Assignment: Every entry should be transcribed word for word, so that nothing is missing.

◆ ◆ ◆ ◆

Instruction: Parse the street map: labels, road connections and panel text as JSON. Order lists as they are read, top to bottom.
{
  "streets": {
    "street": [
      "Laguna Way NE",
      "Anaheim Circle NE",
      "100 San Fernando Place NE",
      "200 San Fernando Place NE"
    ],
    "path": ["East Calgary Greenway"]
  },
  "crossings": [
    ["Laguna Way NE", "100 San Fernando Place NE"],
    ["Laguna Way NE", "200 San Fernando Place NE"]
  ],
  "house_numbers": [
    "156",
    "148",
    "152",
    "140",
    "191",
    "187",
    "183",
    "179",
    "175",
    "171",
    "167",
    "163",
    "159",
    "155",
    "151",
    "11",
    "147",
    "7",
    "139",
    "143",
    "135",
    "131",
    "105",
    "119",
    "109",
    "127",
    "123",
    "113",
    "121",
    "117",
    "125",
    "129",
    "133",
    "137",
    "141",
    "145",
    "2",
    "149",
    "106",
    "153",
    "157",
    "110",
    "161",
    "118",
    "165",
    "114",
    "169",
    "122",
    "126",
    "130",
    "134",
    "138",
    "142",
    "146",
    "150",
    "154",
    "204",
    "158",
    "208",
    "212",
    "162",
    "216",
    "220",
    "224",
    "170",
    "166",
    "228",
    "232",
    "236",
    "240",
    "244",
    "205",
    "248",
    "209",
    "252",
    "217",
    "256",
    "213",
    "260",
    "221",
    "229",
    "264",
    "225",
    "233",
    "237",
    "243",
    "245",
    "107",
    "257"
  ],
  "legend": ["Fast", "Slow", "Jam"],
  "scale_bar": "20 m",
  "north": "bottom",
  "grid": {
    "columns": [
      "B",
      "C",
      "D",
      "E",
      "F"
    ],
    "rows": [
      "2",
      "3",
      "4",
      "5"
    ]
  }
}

◆ ◆ ◆ ◆

Exercise solution:
Instruction: Parse the street map: labels, road connections and panel text as JSON. Order lists as they are read, top to bottom.
{
  "streets": {
    "street": [
      "Laguna Way NE",
      "Anaheim Circle NE",
      "100 San Fernando Place NE",
      "200 San Fernando Place NE"
    ],
    "path": ["East Calgary Greenway"]
  },
  "crossings": [
    ["Laguna Way NE", "100 San Fernando Place NE"],
    ["Laguna Way NE", "200 San Fernando Place NE"]
  ],
  "house_numbers": [
    "156",
    "148",
    "152",
    "140",
    "191",
    "187",
    "183",
    "179",
    "175",
    "171",
    "167",
    "163",
    "159",
    "155",
    "151",
    "11",
    "147",
    "7",
    "139",
    "143",
    "135",
    "131",
    "105",
    "119",
    "109",
    "127",
    "123",
    "113",
    "121",
    "117",
    "125",
    "129",
    "133",
    "137",
    "141",
    "145",
    "2",
    "149",
    "106",
    "153",
    "157",
    "110",
    "161",
    "118",
    "165",
    "114",
    "169",
    "122",
    "126",
    "130",
    "134",
    "138",
    "142",
    "146",
    "150",
    "154",
    "204",
    "158",
    "208",
    "212",
    "162",
    "216",
    "220",
    "224",
    "170",
    "166",
    "228",
    "232",
    "236",
    "240",
    "244",
    "205",
    "248",
    "209",
    "252",
    "217",
    "256",
    "213",
    "260",
    "221",
    "229",
    "264",
    "225",
    "233",
    "237",
    "243",
    "245",
    "107",
    "257"
  ],
  "legend": ["Fast", "Slow", "Jam"],
  "scale_bar": "20 m",
  "north": "bottom",
  "grid": {
    "columns": [
      "B",
      "C",
      "D",
      "E",
      "F"
    ],
    "rows": [
      "2",
      "3",
      "4",
      "5"
    ]
  }
}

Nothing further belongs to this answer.